Two recent entrants into the headhunting market are former practitioners Helena Pappas and Luci Yamamoto, who opened an attorney search consulting firm, Pappas & Yamamoto, in San Francisco last year.
Their new jobs, they said, are a better professional and personal fit.
"Recruiting is people-oriented in a more emotional way than law," said Yamamoto, who practiced educational law for two years at Ruiz & Schapiro in San Francisco. "I didn't want to be in a litigious combative relationship."
They, along with other attorneys who have made the transition, said that they didn’t have to learn a new set of skills and that becoming a headhunter is easier than starting over in another profession. Former lawyers are highly sought after by recruiting firms because they already have an established business network made up of colleagues and law school classmates.
Delia Swan of Swan Legal Search in Los Angeles has the same approach – hiring lawyers to recruit other lawyers. "I started my company on the promise that it would be all attorneys," she said. "As attorneys we have an edge and know what it means to work in a law firm. And we understand the language."
But not every headhunter agrees that a legal background is a prerequisite to a successful career in recruiting.
"I haven't found the fact that I'm not a lawyer to be a detriment to my success," said Larry Watanabe of San Diego-based Watanabe & Nason. Seasoned lawyers may start with an advantage, "but even after a short period of time they would exhaust those contacts pretty quickly," he said.
Gary Davis, a former Brobeck litigator who joined Katharine Patterson Consulting in San Francisco in 1990 said being a lawyer "is a security blanket for some people who are new to the profession."
But even that won't shield them from the initial shock of entering the profession, say headhunters. Lawyers have to give up the comfort of a firm, a regular pay check and traditional promotion track to enter a world of financial uncertainty, longer hours and hard work, they added.Some even have to work through the stigma of being a "headhunter," which is comparable to the negative stereotypes of a slimy salesperson. "It's stressful when you first start," said Davis. "You have to make cold calls and extend and expose yourself. You wonder if the person really wants to hear from you. Recruiters are not always looked at in the best light, and I initially missed the prestige of being a lawyer."
Recruiters say their profession has a bad reputation – and some say deservedly so – for being more interested in lining their pockets rather than working in their clients' interests.
A few recruiters, however, try hard to set themselves apart. After a visit from his firm, said Major, lawyers think differently about headhunters, seeing them as strategic partners rather than pariahs.

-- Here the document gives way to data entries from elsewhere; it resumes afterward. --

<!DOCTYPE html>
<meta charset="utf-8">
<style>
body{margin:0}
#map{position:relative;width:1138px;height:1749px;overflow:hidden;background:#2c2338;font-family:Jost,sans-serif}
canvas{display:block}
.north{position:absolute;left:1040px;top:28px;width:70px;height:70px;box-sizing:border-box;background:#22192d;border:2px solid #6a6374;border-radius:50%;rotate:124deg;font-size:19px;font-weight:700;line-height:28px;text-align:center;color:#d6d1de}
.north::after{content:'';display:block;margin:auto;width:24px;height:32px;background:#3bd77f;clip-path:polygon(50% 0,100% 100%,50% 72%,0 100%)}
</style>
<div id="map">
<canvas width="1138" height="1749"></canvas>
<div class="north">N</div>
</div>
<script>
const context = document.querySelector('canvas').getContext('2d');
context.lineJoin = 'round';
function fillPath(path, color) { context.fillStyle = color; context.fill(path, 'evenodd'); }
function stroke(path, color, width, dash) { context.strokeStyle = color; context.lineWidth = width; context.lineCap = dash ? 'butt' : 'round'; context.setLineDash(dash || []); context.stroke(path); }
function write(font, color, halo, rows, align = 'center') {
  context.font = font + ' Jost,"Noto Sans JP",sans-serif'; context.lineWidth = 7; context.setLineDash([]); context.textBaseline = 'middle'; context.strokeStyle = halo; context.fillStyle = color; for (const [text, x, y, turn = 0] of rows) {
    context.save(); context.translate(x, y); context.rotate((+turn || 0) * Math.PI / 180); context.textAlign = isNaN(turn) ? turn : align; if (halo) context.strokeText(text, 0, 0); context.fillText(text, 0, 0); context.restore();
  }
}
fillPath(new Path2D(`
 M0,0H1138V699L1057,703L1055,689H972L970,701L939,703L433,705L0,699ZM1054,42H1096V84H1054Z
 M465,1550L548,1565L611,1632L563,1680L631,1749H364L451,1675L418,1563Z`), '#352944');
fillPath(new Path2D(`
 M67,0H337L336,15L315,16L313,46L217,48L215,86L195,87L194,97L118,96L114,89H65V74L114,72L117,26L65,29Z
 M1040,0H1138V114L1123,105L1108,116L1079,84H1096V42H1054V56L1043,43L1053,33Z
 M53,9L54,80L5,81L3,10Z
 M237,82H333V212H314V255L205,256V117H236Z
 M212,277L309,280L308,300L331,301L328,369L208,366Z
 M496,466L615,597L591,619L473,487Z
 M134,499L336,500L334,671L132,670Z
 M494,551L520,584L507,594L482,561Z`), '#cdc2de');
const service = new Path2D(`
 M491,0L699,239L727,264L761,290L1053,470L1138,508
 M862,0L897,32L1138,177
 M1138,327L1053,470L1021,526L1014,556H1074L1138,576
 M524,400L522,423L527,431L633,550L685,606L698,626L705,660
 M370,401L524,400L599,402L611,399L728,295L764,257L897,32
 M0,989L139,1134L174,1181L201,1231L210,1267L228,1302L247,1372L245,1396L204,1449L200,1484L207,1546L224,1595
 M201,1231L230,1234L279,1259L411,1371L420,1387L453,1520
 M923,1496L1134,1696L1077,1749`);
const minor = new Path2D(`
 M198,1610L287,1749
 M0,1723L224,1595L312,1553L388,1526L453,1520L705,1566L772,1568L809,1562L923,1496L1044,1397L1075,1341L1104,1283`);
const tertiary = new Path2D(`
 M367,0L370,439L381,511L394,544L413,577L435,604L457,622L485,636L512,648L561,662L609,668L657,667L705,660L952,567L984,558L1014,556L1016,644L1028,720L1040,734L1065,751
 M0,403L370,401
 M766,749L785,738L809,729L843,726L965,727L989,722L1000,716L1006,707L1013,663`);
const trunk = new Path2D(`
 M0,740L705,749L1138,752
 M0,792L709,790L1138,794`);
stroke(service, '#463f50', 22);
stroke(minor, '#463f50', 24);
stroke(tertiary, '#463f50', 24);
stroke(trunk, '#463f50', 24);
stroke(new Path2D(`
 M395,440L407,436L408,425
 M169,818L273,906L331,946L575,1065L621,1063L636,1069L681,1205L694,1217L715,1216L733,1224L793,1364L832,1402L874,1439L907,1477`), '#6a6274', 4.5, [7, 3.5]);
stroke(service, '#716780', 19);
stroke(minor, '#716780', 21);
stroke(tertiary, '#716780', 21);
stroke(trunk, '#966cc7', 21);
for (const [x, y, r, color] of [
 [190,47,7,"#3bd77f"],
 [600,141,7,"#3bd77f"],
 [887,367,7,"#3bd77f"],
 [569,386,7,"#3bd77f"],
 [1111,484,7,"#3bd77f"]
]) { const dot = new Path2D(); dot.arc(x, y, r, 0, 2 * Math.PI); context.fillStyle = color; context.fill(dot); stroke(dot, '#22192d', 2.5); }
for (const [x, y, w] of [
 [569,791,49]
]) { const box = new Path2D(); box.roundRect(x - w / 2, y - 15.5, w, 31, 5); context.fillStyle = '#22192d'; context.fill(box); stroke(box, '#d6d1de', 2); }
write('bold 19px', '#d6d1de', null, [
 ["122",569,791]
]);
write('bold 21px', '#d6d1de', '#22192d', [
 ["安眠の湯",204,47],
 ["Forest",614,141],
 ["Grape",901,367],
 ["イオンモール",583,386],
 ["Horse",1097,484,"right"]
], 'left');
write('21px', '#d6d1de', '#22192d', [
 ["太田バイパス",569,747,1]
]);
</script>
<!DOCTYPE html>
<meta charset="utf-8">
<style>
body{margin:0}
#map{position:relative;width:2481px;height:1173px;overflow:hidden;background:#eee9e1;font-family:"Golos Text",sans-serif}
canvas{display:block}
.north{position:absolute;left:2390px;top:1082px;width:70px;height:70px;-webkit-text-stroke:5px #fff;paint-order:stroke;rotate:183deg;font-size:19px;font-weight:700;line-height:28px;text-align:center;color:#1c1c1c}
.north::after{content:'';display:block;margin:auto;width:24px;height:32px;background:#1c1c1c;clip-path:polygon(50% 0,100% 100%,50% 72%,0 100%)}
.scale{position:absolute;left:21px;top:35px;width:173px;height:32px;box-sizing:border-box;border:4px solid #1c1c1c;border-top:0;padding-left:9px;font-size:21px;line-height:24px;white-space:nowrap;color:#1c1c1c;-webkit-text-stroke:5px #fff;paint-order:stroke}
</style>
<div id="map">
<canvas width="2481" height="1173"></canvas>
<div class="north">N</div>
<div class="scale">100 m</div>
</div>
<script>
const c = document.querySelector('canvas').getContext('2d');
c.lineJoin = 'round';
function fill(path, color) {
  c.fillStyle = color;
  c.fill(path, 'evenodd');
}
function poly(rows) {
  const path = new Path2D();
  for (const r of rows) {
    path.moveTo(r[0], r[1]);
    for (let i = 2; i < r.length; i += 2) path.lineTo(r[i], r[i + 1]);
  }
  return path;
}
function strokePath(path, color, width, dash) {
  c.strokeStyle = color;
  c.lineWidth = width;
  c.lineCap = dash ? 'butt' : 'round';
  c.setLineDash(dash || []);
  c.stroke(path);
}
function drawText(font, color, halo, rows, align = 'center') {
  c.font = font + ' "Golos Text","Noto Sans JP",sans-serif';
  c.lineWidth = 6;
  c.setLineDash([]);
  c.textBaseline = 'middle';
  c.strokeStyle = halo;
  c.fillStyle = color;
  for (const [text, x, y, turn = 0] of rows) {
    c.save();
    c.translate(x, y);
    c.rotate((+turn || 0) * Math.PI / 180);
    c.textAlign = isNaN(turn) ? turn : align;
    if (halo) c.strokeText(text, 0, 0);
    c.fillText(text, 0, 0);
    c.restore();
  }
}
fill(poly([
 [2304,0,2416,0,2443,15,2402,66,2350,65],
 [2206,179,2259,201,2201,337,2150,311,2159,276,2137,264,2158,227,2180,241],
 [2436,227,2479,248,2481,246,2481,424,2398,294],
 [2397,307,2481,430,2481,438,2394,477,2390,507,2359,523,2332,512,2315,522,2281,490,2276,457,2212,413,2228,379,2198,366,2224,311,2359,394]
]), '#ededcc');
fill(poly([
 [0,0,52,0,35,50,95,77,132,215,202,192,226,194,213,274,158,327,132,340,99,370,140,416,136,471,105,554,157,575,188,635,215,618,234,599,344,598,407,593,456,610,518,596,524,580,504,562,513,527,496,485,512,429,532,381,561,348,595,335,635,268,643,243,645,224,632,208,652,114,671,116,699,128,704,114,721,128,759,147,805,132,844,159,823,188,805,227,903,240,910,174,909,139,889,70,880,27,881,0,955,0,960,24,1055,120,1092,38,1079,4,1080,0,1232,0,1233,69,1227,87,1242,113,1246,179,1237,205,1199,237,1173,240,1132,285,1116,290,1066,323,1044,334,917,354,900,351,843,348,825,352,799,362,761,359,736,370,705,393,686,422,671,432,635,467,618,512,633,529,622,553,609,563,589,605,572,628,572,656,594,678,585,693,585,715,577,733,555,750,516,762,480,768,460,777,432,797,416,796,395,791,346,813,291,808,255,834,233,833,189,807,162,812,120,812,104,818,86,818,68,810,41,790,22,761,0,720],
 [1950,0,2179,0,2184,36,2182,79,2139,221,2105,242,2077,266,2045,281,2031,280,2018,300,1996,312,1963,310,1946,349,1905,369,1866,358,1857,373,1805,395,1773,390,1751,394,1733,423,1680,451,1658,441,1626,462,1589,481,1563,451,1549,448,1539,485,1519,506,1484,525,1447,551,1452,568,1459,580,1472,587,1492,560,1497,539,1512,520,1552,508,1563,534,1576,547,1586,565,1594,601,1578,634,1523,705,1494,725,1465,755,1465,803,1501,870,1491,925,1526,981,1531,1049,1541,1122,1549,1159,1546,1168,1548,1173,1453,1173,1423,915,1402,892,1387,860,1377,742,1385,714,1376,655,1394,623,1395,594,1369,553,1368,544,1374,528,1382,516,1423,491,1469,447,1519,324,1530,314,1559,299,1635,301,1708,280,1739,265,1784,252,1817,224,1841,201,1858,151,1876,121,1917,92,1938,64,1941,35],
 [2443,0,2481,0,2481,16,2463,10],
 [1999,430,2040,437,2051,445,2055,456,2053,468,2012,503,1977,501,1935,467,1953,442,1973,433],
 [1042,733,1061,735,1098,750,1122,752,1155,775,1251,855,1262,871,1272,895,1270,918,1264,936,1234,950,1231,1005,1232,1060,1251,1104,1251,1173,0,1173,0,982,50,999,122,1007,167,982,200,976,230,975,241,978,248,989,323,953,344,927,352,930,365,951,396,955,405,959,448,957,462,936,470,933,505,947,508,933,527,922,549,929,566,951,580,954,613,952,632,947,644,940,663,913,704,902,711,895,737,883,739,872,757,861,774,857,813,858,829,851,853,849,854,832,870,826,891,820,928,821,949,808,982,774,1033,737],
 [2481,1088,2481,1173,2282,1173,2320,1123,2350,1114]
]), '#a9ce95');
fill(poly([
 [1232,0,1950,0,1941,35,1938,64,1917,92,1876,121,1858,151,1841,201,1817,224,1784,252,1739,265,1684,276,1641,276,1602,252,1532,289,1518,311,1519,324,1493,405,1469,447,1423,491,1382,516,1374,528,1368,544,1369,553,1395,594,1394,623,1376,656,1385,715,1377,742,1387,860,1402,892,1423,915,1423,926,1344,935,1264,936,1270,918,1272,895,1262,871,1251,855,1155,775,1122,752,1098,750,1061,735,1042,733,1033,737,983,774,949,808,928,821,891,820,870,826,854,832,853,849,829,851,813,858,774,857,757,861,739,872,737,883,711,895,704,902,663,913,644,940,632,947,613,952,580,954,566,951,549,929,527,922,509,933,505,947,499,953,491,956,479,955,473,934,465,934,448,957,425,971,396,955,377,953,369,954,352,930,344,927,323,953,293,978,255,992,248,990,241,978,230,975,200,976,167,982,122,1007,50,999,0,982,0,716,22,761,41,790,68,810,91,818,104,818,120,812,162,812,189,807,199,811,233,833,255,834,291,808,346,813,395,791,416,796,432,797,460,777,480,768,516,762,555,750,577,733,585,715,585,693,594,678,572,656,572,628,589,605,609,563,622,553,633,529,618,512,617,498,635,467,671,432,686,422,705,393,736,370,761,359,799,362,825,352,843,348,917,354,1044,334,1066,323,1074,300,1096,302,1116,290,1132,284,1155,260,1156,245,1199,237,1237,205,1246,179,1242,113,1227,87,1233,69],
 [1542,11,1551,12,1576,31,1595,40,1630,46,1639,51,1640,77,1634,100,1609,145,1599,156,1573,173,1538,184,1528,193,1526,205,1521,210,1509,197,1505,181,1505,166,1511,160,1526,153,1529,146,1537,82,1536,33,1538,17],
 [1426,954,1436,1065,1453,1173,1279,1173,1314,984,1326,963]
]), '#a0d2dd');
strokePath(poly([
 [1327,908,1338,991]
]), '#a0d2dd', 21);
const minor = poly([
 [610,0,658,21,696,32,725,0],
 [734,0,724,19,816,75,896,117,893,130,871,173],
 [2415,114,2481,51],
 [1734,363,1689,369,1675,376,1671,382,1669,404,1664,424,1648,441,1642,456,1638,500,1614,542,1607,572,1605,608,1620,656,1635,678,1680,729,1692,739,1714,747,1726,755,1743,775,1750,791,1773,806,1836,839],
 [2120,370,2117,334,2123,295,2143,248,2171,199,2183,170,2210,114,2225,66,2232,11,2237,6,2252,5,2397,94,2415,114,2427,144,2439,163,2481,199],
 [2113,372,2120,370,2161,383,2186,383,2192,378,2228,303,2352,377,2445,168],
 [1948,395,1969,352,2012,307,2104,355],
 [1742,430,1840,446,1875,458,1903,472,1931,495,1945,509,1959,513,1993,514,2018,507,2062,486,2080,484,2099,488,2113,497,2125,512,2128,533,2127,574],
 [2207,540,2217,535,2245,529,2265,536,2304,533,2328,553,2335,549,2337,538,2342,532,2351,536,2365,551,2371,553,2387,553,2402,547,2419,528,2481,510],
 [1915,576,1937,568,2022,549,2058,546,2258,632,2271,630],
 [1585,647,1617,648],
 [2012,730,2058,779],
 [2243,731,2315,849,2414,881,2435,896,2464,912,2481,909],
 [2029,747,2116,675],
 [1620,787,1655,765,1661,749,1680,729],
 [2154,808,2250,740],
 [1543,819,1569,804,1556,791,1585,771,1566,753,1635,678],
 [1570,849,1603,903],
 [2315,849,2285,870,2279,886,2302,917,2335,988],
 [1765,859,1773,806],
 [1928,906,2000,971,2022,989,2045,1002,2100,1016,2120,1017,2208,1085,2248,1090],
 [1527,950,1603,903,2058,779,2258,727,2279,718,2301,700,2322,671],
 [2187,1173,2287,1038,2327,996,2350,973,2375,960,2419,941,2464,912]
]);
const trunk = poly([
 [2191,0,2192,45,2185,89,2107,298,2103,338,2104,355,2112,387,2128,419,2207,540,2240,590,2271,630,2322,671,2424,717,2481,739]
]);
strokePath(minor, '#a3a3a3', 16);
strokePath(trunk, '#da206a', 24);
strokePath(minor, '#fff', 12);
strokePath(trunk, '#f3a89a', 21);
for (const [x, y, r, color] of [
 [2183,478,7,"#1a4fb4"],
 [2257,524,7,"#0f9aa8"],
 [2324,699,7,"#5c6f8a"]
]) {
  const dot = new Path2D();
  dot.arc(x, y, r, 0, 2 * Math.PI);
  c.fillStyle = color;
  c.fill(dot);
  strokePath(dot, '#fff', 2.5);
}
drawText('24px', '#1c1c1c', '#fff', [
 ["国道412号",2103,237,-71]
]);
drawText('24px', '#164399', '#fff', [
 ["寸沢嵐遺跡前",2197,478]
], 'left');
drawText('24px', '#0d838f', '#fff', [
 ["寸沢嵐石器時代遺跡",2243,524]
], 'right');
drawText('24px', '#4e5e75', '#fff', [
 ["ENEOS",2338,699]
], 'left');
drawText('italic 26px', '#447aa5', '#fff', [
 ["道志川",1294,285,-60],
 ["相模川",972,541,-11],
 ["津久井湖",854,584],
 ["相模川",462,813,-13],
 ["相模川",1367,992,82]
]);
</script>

"In Los Angeles and most major cities, recruiting firms are considered to be part of the fabric of life," said Swan. "But it's like any industry, there's good and bad."
To find a potential new hire for a law-firm client, headhunters usually scroll through their own database of names or look through Martindale-Hubbell for a lawyer that has the necessary qualifications. When Julie Qureshi, a recruiter with Major Hagen's Palo Alto office, finds someone who fits the bill she prefers to contact the lawyer via e-mail.
"It's a bad thing if you're a pest," said Qureshi, who once practiced real estate law at Brobeck. "You're interrupting them at work, which is like getting a marketing call at dinner."
When she is actively searching, she can send up to 150 e-mails a day. That she works so hard is not surprising. Although new recruiters are usually given a small base salary until they establish themselves, most
are paid only a commission, typically 25% of a lawyer candidate's annual salary.
Although it's an "eat what you kill" atmosphere, there's a potential to make good money, said Qureshi.
Swan, who said the money she is making is "fine," is quick to point out that a recruiter needs to be disciplined and be in the business for the long term to weather the ups and downs of the market.
In the end, it's not the money but the risky, fast-paced lifestyle that is most attractive.
I'm working harder than I worked as a lawyer," said Davis. "Sometimes it's mind numbing and there are some difficult situations that you can face everyday. Like establishing trust in a 10-second phone call. But the harder you work the [sooner] rewards will come."